Ce qui rend cette traversée particulière, ce n’est pas seulement le sauvetage en mer, mais la nature même du navire : inscrit depuis novembre 2024 sur la liste des sanctions de l’Union européenne pour son rôle dans le transport de pétrole russe via des méthodes jugées « irrégulières et à haut risque », le Chariot Tide opère dans ce que les experts appellent la « flotte fantôme » (« shadow fleet »).
Le concept de flotte fantôme n’est pas nouveau pour ceux qui suivent l’évolution des marchés de l’énergie depuis le déclenchement du conflit en Ukraine. Face à l’embargo européen et aux régimes de plafonnement du prix du pétrole russe mis en place par les pays occidentaux, des armateurs ont acquis des tankers anciens, souvent sans assurance conforme et sous des pavillons dits de complaisance. Ces navires sillonnent les mers avec une traçabilité réduite, parfois en désactivant volontairement leurs systèmes de positionnement pour brouiller les radars internationaux.
Ce dossier n’est pas qu’une affaire d’économie globale ou de psychologie des marchés mondiaux. Il renvoie à des enjeux concrets pour les pays méditerranéens, dont le Maroc, situé à proximité immédiate des routes maritimes concernées. Tanger Med, qui s’est imposé comme un hub logistique essentiel pour l’Afrique et l’Europe, se retrouve impliqué dans cette actualité sans précédent.
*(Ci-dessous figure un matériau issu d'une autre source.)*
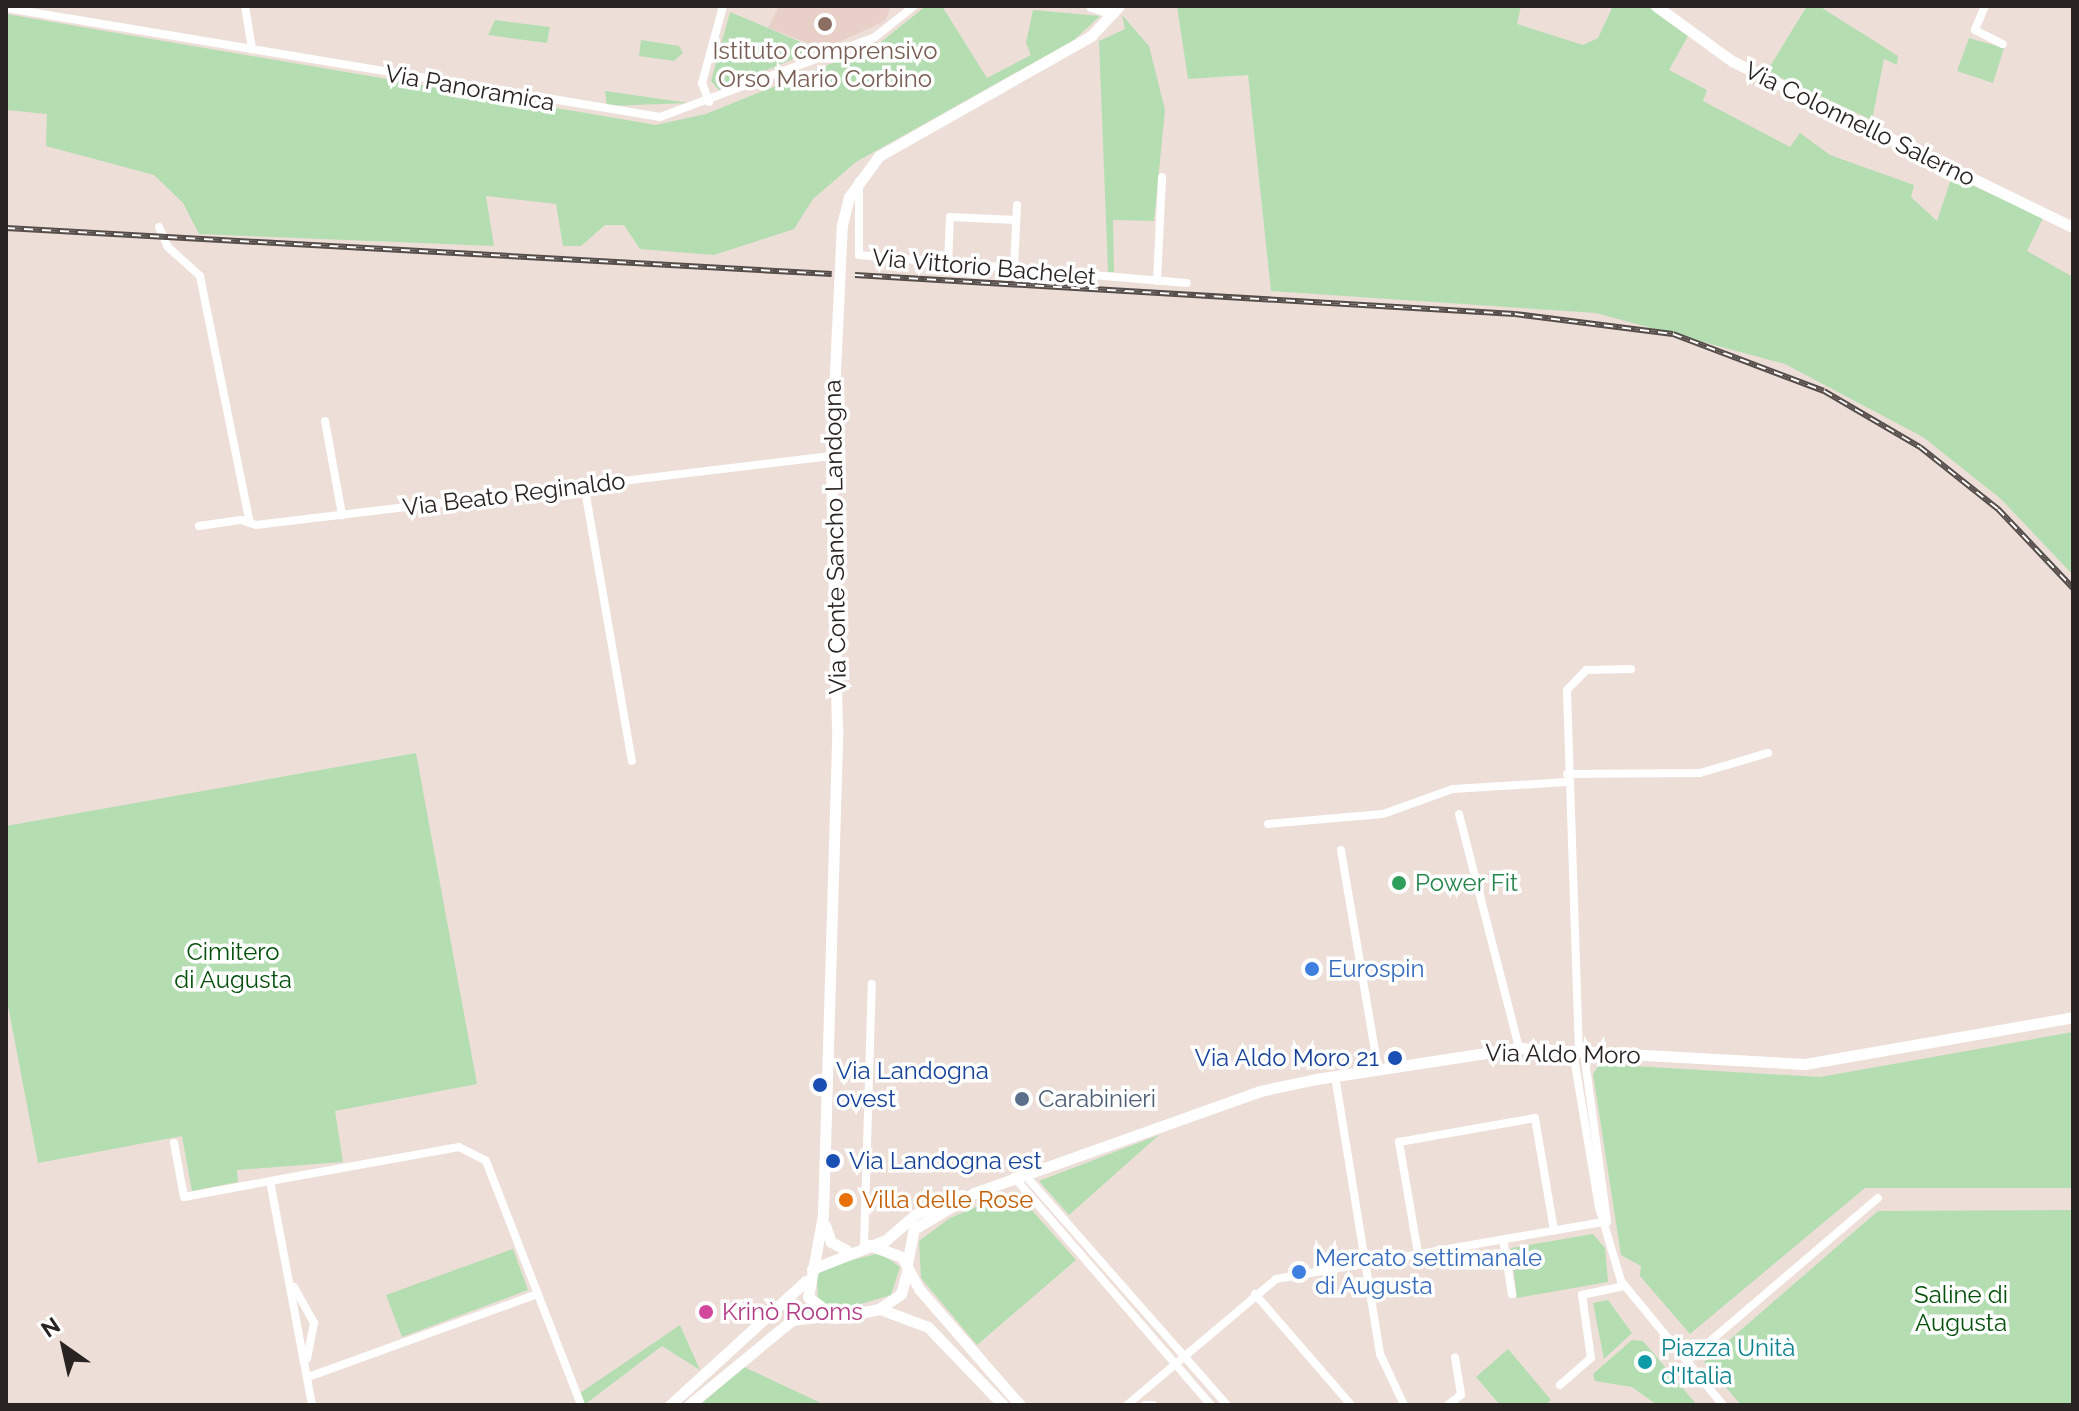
<!DOCTYPE html>
<meta charset="utf-8">
<style>
body{margin:0}
#map{position:relative;width:2079px;height:1411px;overflow:hidden;background:#edded8;font-family:Raleway,sans-serif}
div>[style]{position:absolute}
.built>*{inset:0;background:#e8d0c8}
.green>*{inset:0;background:#b4deb2}
.street>*{height:8px;margin:-4px;padding:0 4px;transform-origin:4px;border-radius:4px;background:#fff}
.secondary>*{height:11px;margin:-5.5px;padding:0 5.5px;transform-origin:5.5px;border-radius:5.5px;background:#fff}
.rail>*{height:6px;margin-top:-3px;transform-origin:0;background:repeating-linear-gradient(90deg,#fff 0 9px,#554d4a 0 18px);box-sizing:border-box;border-block:2px solid #554d4a}
.dots>*{width:22px;height:22px;translate:-50% -50%;box-sizing:border-box;border:4px solid #fff;border-radius:50%}
span{translate:-50% -50%;white-space:nowrap;text-align:center;line-height:1.15;-webkit-text-stroke:7px #fff;paint-order:stroke}
.education-label{font-size:24px;color:#785e54}
.street-label{font-size:24px;color:#292321}
.leisure-label{font-size:24px;color:#27864d}
.left{translate:0 -50%;text-align:left}
.park-label{font-size:24px;color:#03500a}
.shop-label{font-size:24px;color:#366cbe}
.transit-label{font-size:24px;color:#164399}
.right{translate:-100% -50%;text-align:right}
.service-label{font-size:24px;color:#4e5e75}
.food-label{font-size:24px;color:#c56008}
.hotel-label{font-size:24px;color:#b23c85}
.culture-label{font-size:24px;color:#0d838f}
.frame{position:absolute;inset:0;border:8px solid #292321;pointer-events:none}
.north{position:absolute;left:24px;top:1307px;width:80px;height:80px;-webkit-text-stroke:6px #fff;paint-order:stroke;rotate:326deg;font-size:22px;font-weight:700;line-height:32px;text-align:center;color:#292321}
.north::after{content:'';display:block;margin:auto;width:28px;height:36px;background:#292321;clip-path:polygon(50% 0,100% 100%,50% 72%,0 100%)}
</style>
<div id="map">
<div class="built">
<div style="clip-path:polygon(779px 6px,891px 6px,885px 21px,824px 49px,768px 28px)"></div>
</div>
<div class="green">
<div style="clip-path:polygon(926px 6px,942px 6px,987px 78px,1031px 55px,1026px 43px,1033px 10px,1100px 16px,1074px 40px,856px 162px,813px 199px,794px 229px,714px 255px,640px 249px,624px 225px,605px 225px,581px 246px,563px 246px,556px 204px,486px 196px,494px 246px,199px 234px,183px 203px,154px 175px,46px 146px,47px 114px,6px 110px,6px 14px,656px 125px,706px 114px,877px 45px)"></div>
<div style="clip-path:polygon(1177px 6px,1521px 6px,1517px 24px,1583px 45px,1598px 38px,1613px 6px,1647px 6px,1688px 36px,1669px 70px,1707px 90px,1703px 101px,1790px 147px,1800px 133px,1830px 155px,1914px 185px,1911px 197px,1937px 221px,1952px 176px,2043px 218px,2027px 251px,2073px 277px,2073px 575px,2001px 499px,1923px 437px,1785px 364px,1596px 313px,1271px 291px,1248px 75px,1188px 79px)"></div>
<div style="clip-path:polygon(1807px 6px,1819px 6px,1898px 56px,1897px 65px,1884px 59px,1872px 120px,1767px 71px)"></div>
<div style="clip-path:polygon(730px 12px,768px 28px,817px 49px,719px 90px,711px 81px)"></div>
<div style="clip-path:polygon(1122px 15px,1149px 46px,1165px 110px,1154px 221px,1113px 220px,1114px 272px,1108px 272px,1099px 41px,1125px 29px)"></div>
<div style="clip-path:polygon(495px 20px,550px 27px,547px 43px,488px 35px)"></div>
<div style="clip-path:polygon(1969px 38px,2004px 48px,1993px 83px,1957px 71px)"></div>
<div style="clip-path:polygon(641px 40px,679px 46px,683px 53px,674px 61px,639px 56px)"></div>
<div style="clip-path:polygon(605px 91px,689px 103px,607px 106px)"></div>
<div style="clip-path:polygon(416px 753px,477px 1084px,335px 1111px,343px 1162px,237px 1170px,238px 1182px,192px 1191px,182px 1136px,38px 1163px,6px 995px,6px 826px)"></div>
<div style="clip-path:polygon(2073px 1032px,2073px 1188px,1865px 1188px,1690px 1334px,1640px 1276px,1641px 1266px,1621px 1255px,1593px 1074px,1600px 1064px,1820px 1077px)"></div>
<div style="clip-path:polygon(1159px 1135px,1069px 1215px,1039px 1181px)"></div>
<div style="clip-path:polygon(1015px 1191px,1076px 1260px,977px 1345px,921px 1278px,919px 1241px,950px 1218px)"></div>
<div style="clip-path:polygon(2073px 1210px,2073px 1405px,1741px 1405px,1704px 1362px,1878px 1211px)"></div>
<div style="clip-path:polygon(1593px 1234px,1605px 1248px,1608px 1282px,1517px 1298px,1511px 1248px)"></div>
<div style="clip-path:polygon(513px 1249px,528px 1290px,402px 1337px,386px 1295px)"></div>
<div style="clip-path:polygon(880px 1253px,900px 1267px,891px 1295px,837px 1311px,818px 1300px,817px 1275px,829px 1266px)"></div>
<div style="clip-path:polygon(1608px 1300px,1632px 1333px,1604px 1359px,1593px 1303px)"></div>
<div style="clip-path:polygon(680px 1325px,700px 1370px,662px 1346px,584px 1405px,580px 1393px)"></div>
<div style="clip-path:polygon(1632px 1340px,1643px 1341px,1697px 1405px,1657px 1405px,1632px 1387px,1595px 1381px,1593px 1374px)"></div>
<div style="clip-path:polygon(1508px 1349px,1551px 1400px,1545px 1405px,1500px 1405px,1476px 1377px)"></div>
<div style="clip-path:polygon(744px 1367px,821px 1403px,836px 1405px,700px 1405px)"></div>
</div>
<div class="street">
<div style="left:245px;top:6px;width:44px;rotate:80.8deg"></div>
<div style="left:1985px;top:6px;width:26px;rotate:113deg"></div>
<div style="left:1975px;top:30px;width:31px;rotate:27deg"></div>
<div style="left:6px;top:8px;width:663px;rotate:9.46deg"></div>
<div style="left:660px;top:117px;width:229px;rotate:-20.4deg"></div>
<div style="left:875px;top:37px;width:50px;rotate:-38.5deg"></div>
<div style="left:709px;top:102px;width:20px;rotate:-110deg"></div>
<div style="left:702px;top:83px;width:80px;rotate:-74.7deg"></div>
<div style="left:859px;top:181px;width:74px;rotate:90deg"></div>
<div style="left:859px;top:255px;width:329px;rotate:4.9deg"></div>
<div style="left:159px;top:227px;width:22px;rotate:66deg"></div>
<div style="left:168px;top:247px;width:43px;rotate:42.2deg"></div>
<div style="left:200px;top:276px;width:252px;rotate:78.6deg"></div>
<div style="left:948px;top:264px;width:47px;rotate:-87.6deg"></div>
<div style="left:950px;top:217px;width:66px;rotate:2.6deg"></div>
<div style="left:1014px;top:269px;width:64px;rotate:-87.3deg"></div>
<div style="left:1157px;top:281px;width:104px;rotate:-87.2deg"></div>
<div style="left:325px;top:421px;width:96px;rotate:79.7deg"></div>
<div style="left:584px;top:484px;width:281px;rotate:80.2deg"></div>
<div style="left:199px;top:526px;width:42px;rotate:-8.1deg"></div>
<div style="left:241px;top:520px;width:16px;rotate:18deg"></div>
<div style="left:256px;top:525px;width:579px;rotate:-6.84deg"></div>
<div style="left:1567px;top:774px;width:133px;rotate:-0.4deg"></div>
<div style="left:1700px;top:773px;width:71px;rotate:-16.4deg"></div>
<div style="left:1459px;top:814px;width:242px;rotate:75.6deg"></div>
<div style="left:1268px;top:824px;width:115px;rotate:-5deg"></div>
<div style="left:1383px;top:814px;width:74px;rotate:-19.7deg"></div>
<div style="left:1453px;top:789px;width:113px;rotate:-3.5deg"></div>
<div style="left:1341px;top:850px;width:221px;rotate:80.4deg"></div>
<div style="left:1573px;top:1052px;width:157px;rotate:80.5deg"></div>
<div style="left:1599px;top:1207px;width:77px;rotate:73.4deg"></div>
<div style="left:1621px;top:1281px;width:161px;rotate:50.6deg"></div>
<div style="left:1579px;top:1053px;width:363px;rotate:-91.9deg"></div>
<div style="left:1567px;top:690px;width:28px;rotate:-46deg"></div>
<div style="left:1586px;top:670px;width:45px;rotate:-1.3deg"></div>
<div style="left:1584px;top:1053px;width:170px;rotate:82.2deg"></div>
<div style="left:1335px;top:1076px;width:282px;rotate:80.8deg"></div>
<div style="left:1380px;top:1354px;width:56px;rotate:64.8deg"></div>
<div style="left:174px;top:1143px;width:55px;rotate:79.5deg"></div>
<div style="left:184px;top:1197px;width:87px;rotate:-10.5deg"></div>
<div style="left:1024px;top:1174px;width:308px;rotate:48.7deg"></div>
<div style="left:1014px;top:1177px;width:301px;rotate:49.2deg"></div>
<div style="left:1503px;top:1239px;width:56px;rotate:80.7deg"></div>
<div style="left:864px;top:1246px;width:262px;rotate:-88.3deg"></div>
<div style="left:1418px;top:1253px;width:113px;rotate:-99.7deg"></div>
<div style="left:1399px;top:1142px;width:138px;rotate:-10deg"></div>
<div style="left:1535px;top:1118px;width:114px;rotate:80.4deg"></div>
<div style="left:294px;top:1287px;width:41px;rotate:60.9deg"></div>
<div style="left:314px;top:1323px;width:36px;rotate:101deg"></div>
<div style="left:1255px;top:1294px;width:147px;rotate:49.1deg"></div>
<div style="left:1687px;top:1361px;width:251px;rotate:-40.5deg"></div>
<div style="left:311px;top:1376px;width:240px;rotate:-19.9deg"></div>
<div style="left:1560px;top:1385px;width:41px;rotate:-41.1deg"></div>
<div style="left:1591px;top:1358px;width:64px;rotate:-98.1deg"></div>
<div style="left:1582px;top:1295px;width:43px;rotate:-12.1deg"></div>
<div style="left:312px;top:1405px;width:228px;rotate:-100.6deg"></div>
<div style="left:270px;top:1181px;width:192px;rotate:-10.2deg"></div>
<div style="left:459px;top:1147px;width:30px;rotate:27deg"></div>
<div style="left:486px;top:1161px;width:262px;rotate:68.7deg"></div>
<div style="left:1127px;top:1405px;width:195px;rotate:-40.2deg"></div>
<div style="left:1276px;top:1279px;width:336px;rotate:-9.9deg"></div>
<div style="left:1145px;top:1405px;width:8px"></div>
<div style="left:1448px;top:1405px;width:16px;rotate:-38deg"></div>
<div style="left:1461px;top:1395px;width:38px;rotate:-99deg"></div>
</div>
<div class="secondary">
<div style="left:1091px;top:6px;width:23px;rotate:18deg"></div>
<div style="left:1656px;top:6px;width:94px;rotate:35.9deg"></div>
<div style="left:1732px;top:61px;width:379px;rotate:26deg"></div>
<div style="left:825px;top:1225px;width:18px;rotate:71deg"></div>
<div style="left:831px;top:1242px;width:17px;rotate:28deg"></div>
<div style="left:869px;top:1245px;width:35px;rotate:20deg"></div>
<div style="left:902px;top:1257px;width:36px;rotate:62deg"></div>
<div style="left:919px;top:1289px;width:154px;rotate:49deg"></div>
<div style="left:907px;top:1264px;width:36px;rotate:-79deg"></div>
<div style="left:914px;top:1229px;width:70px;rotate:-31deg"></div>
<div style="left:974px;top:1193px;width:304px;rotate:-19.6deg"></div>
<div style="left:1260px;top:1091px;width:57px;rotate:-12.1deg"></div>
<div style="left:1316px;top:1079px;width:205px;rotate:-8.7deg"></div>
<div style="left:1519px;top:1048px;width:286px;rotate:3.2deg"></div>
<div style="left:1805px;top:1064px;width:272px;rotate:-9.9deg"></div>
<div style="left:908px;top:1268px;width:27px;rotate:105deg"></div>
<div style="left:901px;top:1294px;width:27px;rotate:146deg"></div>
<div style="left:879px;top:1309px;width:44px;rotate:168.2deg"></div>
<div style="left:836px;top:1318px;width:35px;rotate:-143deg"></div>
<div style="left:808px;top:1297px;width:83px;rotate:-79.6deg"></div>
<div style="left:823px;top:1215px;width:486px;rotate:-88.3deg"></div>
<div style="left:837px;top:729px;width:273px;rotate:-91.3deg"></div>
<div style="left:831px;top:456px;width:231px;rotate:-87.3deg"></div>
<div style="left:842px;top:225px;width:29px;rotate:-76deg"></div>
<div style="left:849px;top:197px;width:51px;rotate:-53.8deg"></div>
<div style="left:879px;top:156px;width:244px;rotate:-29.5deg"></div>
<div style="left:1091px;top:36px;width:41px;rotate:-47deg"></div>
<div style="left:812px;top:1269px;width:79px;rotate:-21.4deg"></div>
<div style="left:886px;top:1240px;width:40px;rotate:-41deg"></div>
<div style="left:916px;top:1214px;width:50px;rotate:-22.4deg"></div>
<div style="left:880px;top:1309px;width:51px;rotate:20.6deg"></div>
<div style="left:928px;top:1327px;width:108px;rotate:46.1deg"></div>
<div style="left:670px;top:1405px;width:184px;rotate:-42.4deg"></div>
<div style="left:689px;top:1405px;width:134px;rotate:-39.5deg"></div>
<div style="left:792px;top:1320px;width:33px;rotate:-7deg"></div>
</div>
<div class="rail">
<div style="left:6px;top:228px;width:827px;rotate:3.19deg"></div>
<div style="left:855px;top:275px;width:661px;rotate:3.38deg"></div>
<div style="left:1515px;top:314px;width:159px;rotate:7.2deg"></div>
<div style="left:1673px;top:334px;width:161px;rotate:20.7deg"></div>
<div style="left:1824px;top:391px;width:111px;rotate:30.3deg"></div>
<div style="left:1920px;top:447px;width:100px;rotate:38.5deg"></div>
<div style="left:1998px;top:509px;width:109px;rotate:46.5deg"></div>
</div>
<div class="dots">
<div style="left:825px;top:24px;background:#8d6e63"></div>
<div style="left:1399px;top:883px;background:#2e9e5b"></div>
<div style="left:1312px;top:969px;background:#3f7fe0"></div>
<div style="left:1395px;top:1058px;background:#1a4fb4"></div>
<div style="left:820px;top:1085px;background:#1a4fb4"></div>
<div style="left:1022px;top:1099px;background:#5c6f8a"></div>
<div style="left:833px;top:1161px;background:#1a4fb4"></div>
<div style="left:846px;top:1200px;background:#e8710a"></div>
<div style="left:1299px;top:1272px;background:#3f7fe0"></div>
<div style="left:706px;top:1312px;background:#d1479c"></div>
<div style="left:1645px;top:1362px;background:#0f9aa8"></div>
</div>
<div class="education-label">
<span style="left:825px;top:65px">Istituto comprensivo<br>Orso Mario Corbino</span>
</div>
<div class="street-label">
<span style="left:470px;top:88px;rotate:10deg">Via Panoramica</span>
<span style="left:1860px;top:124px;rotate:26deg">Via Colonnello Salerno</span>
<span style="left:984px;top:267px;rotate:5deg">Via Vittorio Bachelet</span>
<span style="left:514px;top:494px;rotate:-7deg">Via Beato Reginaldo</span>
<span style="left:835px;top:537px;rotate:-91deg">Via Conte Sancho Landogna</span>
<span style="left:1563px;top:1054px;rotate:1deg">Via Aldo Moro</span>
</div>
<div class="leisure-label">
<span class="left" style="left:1415px;top:883px">Power Fit</span>
</div>
<div class="park-label">
<span style="left:233px;top:966px">Cimitero<br>di Augusta</span>
<span style="left:1961px;top:1309px">Saline di<br>Augusta</span>
</div>
<div class="shop-label">
<span class="left" style="left:1328px;top:969px">Eurospin</span>
<span class="left" style="left:1315px;top:1272px">Mercato settimanale<br>di Augusta</span>
</div>
<div class="transit-label">
<span class="right" style="left:1379px;top:1058px">Via Aldo Moro 21</span>
<span class="left" style="left:836px;top:1085px">Via Landogna<br>ovest</span>
<span class="left" style="left:849px;top:1161px">Via Landogna est</span>
</div>
<div class="service-label">
<span class="left" style="left:1038px;top:1099px">Carabinieri</span>
</div>
<div class="food-label">
<span class="left" style="left:862px;top:1200px">Villa delle Rose</span>
</div>
<div class="hotel-label">
<span class="left" style="left:722px;top:1312px">Krinò Rooms</span>
</div>
<div class="culture-label">
<span class="left" style="left:1661px;top:1362px">Piazza Unità<br>d'Italia</span>
</div>
<div class="frame"></div>
<div class="north">N</div>
</div>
La présence d’un navire sous sanction dans ses eaux aurait été impensable il y a quelques années encore.
À Rabat, aucun commentaire officiel n’a encore été publié sur l’escorte du Chariot Tide, même si le Royaume entretient des relations diplomatiques solides avec l’Union européenne, ainsi qu’avec des partenaires comme les États-Unis et la Russie sur certains dossiers (pêche, coopération économique).
Selon plusieurs sources du secteur, entre 1 200 et 1 600 pétroliers seraient aujourd’hui impliqués dans ces circuits parallèles d’exportation de brut, facilitant ainsi l’écoulement vers des marchés comme la Chine ou l’Inde, malgré les sanctions.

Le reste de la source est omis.